O’Connell said that the local and state government is collaborating with the CDC about how to proceed. He said the collaboration between different partners is necessary because the “problem is with the dimension of this virus” – and he noted that even with all of this help, they might not be able to tackle the problem.
In a statement to CNN, the Centers for Disease Control & Prevention confirmed that it was consulting on the outbreak, but said the local state health department is in charge. The CDC did not address the fact that all who tested positive were asymptomatic.
New York focuses on temperature checks
O’Connell said in the shelter system in Boston there are about 2,000 single adults that are in the larger shelters on a regular basis. As of Thursday, about 1,000 people have been tested so far, and 250 people have tested positive.
In New York City, which has somewhere between 55,000 and 60,000 people in shelters every night, there were 537 Covid-19 cases, including 33 total deaths as of Thursday, according to the city’s Department of Social Services. The department says its current screening policy includes questioning about symptoms and self-reporting any illness.
Citing “testing challenges,” New York remains focused on “a mitigation strategy,” prioritizing care for the most urgently ill. Those who have mild symptoms, including the homeless, are urged to avoid seeking tests, city health officials said.
The city is “aiming to implement temperature checks” with the homeless population, an official said.
Kiana Davis, a policy analyst at the Urban Justice Center’s Safety Net Project, says that while the New York is making an effort to do temperature checks, it is not happening consistently at every shelter.
“Some shelter spaces have thermometers to check people’s temperature, many don’t,” Davis told CNN.
The city’s Department of Social Services also noted that it is working to move people out of larger congregate shelter settings so that it’s possible to practice better social distancing. Davis noted that while the city has opened up 6,000 hotel rooms to help the homeless population be able to socially distance, people are often still sharing rooms and potentially spreading the virus.

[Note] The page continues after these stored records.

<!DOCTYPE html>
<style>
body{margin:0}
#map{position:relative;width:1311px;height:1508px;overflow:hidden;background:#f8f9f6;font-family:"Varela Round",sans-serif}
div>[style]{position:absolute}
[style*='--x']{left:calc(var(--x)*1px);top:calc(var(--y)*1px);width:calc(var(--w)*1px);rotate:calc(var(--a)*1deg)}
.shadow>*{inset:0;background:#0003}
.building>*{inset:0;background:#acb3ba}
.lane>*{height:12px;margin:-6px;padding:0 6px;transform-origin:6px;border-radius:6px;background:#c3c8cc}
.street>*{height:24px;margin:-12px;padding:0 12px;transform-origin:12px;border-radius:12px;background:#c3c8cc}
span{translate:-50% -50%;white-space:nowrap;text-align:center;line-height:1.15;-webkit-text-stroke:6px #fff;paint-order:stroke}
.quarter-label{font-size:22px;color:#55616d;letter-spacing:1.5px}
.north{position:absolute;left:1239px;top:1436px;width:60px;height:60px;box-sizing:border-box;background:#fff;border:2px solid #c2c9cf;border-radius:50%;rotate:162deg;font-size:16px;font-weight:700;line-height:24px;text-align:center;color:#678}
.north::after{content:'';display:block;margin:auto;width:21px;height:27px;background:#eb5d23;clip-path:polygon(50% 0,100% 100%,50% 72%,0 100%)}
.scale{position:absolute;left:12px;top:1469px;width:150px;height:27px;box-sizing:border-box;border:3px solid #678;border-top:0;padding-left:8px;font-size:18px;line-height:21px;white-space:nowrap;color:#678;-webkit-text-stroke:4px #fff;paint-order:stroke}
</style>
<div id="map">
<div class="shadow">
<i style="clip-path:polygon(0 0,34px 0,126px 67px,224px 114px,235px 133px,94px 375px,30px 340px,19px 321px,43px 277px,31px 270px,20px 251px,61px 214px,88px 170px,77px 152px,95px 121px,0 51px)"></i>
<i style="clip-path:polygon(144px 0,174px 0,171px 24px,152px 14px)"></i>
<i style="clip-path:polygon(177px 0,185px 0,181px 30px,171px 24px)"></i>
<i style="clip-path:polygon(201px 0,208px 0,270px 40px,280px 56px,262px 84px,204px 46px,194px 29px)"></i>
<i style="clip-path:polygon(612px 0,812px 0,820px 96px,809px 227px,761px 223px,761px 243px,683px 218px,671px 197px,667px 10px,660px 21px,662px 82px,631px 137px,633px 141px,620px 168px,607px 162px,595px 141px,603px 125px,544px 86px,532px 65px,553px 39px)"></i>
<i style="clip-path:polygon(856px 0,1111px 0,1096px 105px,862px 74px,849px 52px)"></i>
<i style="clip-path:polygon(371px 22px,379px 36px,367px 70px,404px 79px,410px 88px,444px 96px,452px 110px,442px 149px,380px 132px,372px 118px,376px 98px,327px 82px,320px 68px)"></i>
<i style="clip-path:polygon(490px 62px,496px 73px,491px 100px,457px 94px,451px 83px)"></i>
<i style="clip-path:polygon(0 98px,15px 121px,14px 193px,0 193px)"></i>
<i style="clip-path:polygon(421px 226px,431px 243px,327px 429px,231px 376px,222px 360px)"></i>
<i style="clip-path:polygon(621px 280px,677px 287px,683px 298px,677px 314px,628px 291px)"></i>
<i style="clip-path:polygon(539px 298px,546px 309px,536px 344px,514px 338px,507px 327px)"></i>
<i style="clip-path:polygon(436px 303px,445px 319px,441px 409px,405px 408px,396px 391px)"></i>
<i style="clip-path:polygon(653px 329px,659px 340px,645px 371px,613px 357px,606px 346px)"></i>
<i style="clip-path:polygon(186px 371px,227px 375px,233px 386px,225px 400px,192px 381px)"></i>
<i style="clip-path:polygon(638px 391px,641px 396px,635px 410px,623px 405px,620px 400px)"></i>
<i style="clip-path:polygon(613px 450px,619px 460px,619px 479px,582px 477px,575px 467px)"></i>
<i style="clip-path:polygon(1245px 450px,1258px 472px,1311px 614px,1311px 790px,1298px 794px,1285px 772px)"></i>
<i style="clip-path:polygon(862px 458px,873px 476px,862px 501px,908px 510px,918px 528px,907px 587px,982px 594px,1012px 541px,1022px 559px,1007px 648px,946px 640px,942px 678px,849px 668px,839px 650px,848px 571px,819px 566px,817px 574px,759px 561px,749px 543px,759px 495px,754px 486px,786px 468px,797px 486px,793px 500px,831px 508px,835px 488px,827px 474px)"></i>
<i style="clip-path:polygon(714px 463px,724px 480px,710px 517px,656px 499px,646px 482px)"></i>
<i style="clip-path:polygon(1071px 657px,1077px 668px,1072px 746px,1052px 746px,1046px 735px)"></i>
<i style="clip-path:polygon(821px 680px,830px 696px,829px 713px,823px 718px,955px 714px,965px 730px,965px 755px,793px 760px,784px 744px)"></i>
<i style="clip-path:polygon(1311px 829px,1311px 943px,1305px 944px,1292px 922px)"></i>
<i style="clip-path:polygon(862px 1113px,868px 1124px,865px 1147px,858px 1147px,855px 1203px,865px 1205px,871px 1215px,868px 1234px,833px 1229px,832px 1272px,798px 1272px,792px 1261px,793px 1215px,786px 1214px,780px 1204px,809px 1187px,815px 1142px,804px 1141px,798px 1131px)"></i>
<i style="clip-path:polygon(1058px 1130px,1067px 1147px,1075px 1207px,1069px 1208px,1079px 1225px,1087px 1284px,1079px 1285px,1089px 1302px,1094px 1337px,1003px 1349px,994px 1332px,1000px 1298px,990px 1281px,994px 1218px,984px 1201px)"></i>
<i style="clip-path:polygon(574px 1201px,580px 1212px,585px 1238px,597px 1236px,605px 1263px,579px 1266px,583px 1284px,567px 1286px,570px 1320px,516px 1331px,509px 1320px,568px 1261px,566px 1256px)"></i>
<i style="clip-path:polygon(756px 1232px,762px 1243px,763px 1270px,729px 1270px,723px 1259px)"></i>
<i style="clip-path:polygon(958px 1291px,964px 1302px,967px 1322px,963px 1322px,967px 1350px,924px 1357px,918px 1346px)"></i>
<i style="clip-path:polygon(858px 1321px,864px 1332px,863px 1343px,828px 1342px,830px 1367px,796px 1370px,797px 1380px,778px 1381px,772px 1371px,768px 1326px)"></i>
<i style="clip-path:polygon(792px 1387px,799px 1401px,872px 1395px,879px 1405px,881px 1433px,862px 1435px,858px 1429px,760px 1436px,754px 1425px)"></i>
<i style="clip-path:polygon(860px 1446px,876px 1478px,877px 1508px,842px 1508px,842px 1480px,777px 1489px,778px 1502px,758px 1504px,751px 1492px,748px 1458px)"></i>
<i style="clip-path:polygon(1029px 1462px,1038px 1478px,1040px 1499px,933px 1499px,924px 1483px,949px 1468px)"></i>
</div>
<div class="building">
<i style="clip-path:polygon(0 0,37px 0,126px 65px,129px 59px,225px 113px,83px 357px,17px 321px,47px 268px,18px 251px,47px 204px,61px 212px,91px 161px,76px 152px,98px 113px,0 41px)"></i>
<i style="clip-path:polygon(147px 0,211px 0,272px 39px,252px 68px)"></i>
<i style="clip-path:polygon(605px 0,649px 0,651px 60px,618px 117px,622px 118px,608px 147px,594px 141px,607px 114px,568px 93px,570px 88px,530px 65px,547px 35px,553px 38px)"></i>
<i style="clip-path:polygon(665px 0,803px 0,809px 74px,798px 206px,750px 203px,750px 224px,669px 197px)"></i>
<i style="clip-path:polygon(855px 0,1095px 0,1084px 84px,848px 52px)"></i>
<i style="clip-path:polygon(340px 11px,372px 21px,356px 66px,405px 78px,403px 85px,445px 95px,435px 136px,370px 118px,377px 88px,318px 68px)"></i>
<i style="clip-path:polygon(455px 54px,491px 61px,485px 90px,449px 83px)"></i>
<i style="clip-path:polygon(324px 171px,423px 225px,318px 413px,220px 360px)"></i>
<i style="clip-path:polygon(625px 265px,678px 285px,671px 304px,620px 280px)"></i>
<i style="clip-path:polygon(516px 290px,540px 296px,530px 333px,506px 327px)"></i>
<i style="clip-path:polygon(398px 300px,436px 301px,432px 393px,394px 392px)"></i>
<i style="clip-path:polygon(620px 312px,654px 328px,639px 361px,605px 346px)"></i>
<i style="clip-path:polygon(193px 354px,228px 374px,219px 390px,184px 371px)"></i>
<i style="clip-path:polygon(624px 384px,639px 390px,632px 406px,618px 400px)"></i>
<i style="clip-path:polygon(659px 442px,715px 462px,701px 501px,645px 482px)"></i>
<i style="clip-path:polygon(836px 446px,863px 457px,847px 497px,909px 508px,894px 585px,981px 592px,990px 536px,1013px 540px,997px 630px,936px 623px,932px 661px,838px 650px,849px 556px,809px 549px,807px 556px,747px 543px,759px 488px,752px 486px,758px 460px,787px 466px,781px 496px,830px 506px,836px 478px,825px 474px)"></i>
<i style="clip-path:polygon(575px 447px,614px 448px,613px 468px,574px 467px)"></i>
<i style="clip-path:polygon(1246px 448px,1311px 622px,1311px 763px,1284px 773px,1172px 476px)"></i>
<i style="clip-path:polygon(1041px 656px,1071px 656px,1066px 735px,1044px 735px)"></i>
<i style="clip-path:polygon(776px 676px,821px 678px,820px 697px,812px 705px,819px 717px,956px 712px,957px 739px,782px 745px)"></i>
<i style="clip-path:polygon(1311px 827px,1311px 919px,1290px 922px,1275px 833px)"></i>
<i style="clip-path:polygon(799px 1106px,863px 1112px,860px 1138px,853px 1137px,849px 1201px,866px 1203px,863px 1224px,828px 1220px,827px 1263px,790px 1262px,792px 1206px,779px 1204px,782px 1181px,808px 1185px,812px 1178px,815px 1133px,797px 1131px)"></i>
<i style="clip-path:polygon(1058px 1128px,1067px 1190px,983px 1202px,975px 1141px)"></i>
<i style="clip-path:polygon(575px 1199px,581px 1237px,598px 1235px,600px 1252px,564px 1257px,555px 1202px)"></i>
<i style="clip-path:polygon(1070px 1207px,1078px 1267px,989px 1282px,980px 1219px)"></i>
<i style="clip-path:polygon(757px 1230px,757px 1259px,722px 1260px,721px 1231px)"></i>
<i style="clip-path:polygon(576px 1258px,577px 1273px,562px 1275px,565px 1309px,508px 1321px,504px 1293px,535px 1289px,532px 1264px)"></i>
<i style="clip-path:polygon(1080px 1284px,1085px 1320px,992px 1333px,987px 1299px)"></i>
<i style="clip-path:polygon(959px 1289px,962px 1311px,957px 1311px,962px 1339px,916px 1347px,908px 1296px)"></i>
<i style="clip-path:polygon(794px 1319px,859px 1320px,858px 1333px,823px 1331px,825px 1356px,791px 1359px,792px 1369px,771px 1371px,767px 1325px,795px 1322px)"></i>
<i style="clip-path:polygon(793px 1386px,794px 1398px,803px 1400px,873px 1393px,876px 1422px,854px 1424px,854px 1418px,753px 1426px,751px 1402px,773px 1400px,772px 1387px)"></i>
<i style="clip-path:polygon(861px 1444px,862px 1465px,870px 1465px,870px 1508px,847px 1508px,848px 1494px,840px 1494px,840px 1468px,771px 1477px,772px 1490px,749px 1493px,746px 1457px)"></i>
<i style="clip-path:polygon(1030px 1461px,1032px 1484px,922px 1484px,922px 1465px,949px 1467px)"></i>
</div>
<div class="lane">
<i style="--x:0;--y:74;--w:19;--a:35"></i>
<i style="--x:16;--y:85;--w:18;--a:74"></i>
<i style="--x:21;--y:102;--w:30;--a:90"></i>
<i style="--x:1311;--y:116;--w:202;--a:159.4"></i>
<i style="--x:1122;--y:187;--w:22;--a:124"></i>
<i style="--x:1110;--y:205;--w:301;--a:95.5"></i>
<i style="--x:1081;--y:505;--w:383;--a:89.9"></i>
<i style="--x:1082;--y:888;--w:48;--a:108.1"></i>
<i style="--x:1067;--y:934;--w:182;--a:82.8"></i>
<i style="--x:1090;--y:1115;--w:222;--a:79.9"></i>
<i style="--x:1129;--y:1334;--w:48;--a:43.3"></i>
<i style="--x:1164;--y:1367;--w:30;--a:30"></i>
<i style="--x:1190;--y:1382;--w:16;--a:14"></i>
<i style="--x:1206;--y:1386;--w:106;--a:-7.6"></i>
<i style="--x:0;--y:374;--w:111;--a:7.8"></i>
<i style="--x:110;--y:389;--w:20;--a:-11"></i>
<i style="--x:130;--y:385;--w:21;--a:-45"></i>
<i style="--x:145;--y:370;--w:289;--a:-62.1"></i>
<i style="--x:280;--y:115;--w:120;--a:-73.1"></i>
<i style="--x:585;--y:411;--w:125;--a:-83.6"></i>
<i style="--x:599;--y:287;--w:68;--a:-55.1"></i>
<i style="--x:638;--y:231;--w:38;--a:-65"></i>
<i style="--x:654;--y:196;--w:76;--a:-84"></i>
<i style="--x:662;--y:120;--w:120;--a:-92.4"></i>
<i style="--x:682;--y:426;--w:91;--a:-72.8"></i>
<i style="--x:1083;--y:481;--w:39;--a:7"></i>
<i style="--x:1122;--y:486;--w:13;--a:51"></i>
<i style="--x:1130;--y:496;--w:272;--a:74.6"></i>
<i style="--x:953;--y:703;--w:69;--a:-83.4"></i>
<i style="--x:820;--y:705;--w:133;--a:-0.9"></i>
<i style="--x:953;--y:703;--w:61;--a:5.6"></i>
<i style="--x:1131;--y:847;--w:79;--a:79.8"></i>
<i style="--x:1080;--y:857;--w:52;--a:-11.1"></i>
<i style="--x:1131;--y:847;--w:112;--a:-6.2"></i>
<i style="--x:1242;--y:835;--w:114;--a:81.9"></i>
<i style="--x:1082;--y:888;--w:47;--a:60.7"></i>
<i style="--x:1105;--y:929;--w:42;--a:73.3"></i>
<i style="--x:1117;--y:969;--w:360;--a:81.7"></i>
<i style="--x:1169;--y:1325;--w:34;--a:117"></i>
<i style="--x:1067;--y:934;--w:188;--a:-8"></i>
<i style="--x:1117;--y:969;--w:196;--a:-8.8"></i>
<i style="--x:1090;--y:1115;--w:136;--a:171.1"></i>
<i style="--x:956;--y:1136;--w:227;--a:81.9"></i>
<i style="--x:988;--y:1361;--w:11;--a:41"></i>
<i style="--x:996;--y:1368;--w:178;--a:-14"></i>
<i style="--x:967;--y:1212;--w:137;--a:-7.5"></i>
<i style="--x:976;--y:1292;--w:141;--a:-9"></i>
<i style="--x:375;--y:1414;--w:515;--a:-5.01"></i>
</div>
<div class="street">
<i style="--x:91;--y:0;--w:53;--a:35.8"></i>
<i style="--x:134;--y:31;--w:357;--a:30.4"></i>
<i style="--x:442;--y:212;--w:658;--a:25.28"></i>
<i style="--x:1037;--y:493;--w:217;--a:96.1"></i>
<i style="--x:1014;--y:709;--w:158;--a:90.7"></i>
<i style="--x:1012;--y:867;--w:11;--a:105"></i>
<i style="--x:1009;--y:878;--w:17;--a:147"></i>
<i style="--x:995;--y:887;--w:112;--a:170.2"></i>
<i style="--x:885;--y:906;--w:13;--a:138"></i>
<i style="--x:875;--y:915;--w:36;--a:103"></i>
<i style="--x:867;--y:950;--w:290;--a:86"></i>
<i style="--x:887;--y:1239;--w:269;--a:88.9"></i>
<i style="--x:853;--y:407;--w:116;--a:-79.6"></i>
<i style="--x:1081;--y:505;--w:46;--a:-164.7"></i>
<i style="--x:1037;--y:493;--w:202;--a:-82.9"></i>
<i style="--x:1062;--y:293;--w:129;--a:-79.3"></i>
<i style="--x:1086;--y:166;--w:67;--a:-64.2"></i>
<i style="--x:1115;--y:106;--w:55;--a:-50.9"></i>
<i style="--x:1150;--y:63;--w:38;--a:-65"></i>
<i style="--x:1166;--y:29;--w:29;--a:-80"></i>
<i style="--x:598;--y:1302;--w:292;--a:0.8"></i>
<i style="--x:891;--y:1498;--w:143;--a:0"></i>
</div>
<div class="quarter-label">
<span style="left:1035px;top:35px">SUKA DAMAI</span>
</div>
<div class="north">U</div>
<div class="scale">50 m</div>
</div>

In Washington, 88 people have tested positive and five people have died as of Thursday, according to the city’s Covid information page. The total homeless population was a little over 6,500 as of January 2019, according to the United States Interagency Council on Homelessness. Washington’s screening process, like Boston, requires a temperature check and self-reporting any other symptoms.
Moving forward in Boston
Since the beginning of the outbreak, Boston Healthcare for the Homeless has followed CDC guidelines on who can receive a test – those who show symptoms and have a fever. Officials are still testing people who are symptomatic at all shelters, but they are now concerned that there is no way to effectively stop the spread without testing everyone.
In the meantime, the program has made a concerted effort to distance people who’ve tested negative as much as possible. Everyone who tested negative at the first shelter was taken to the Suffolk University dorms so they wouldn’t have further exposure.
O’Connell emphasized that all of these guidelines to isolate and protect yourself from the virus are essentially useless when you are homeless, and that is the responsibility of the others to protect such vulnerable people.
Last week Boston Mayor Marty Walsh and Massachusetts Gov. Charlie Baker announced that the Boston convention center would offer 500 beds for the homeless as part of the temporary healthcare facility being set up in that location. O’Connell said there were 60 people there as of Thursday.
CNN’s Hollie Silverman and Sarah Jorgensen contributed to this report.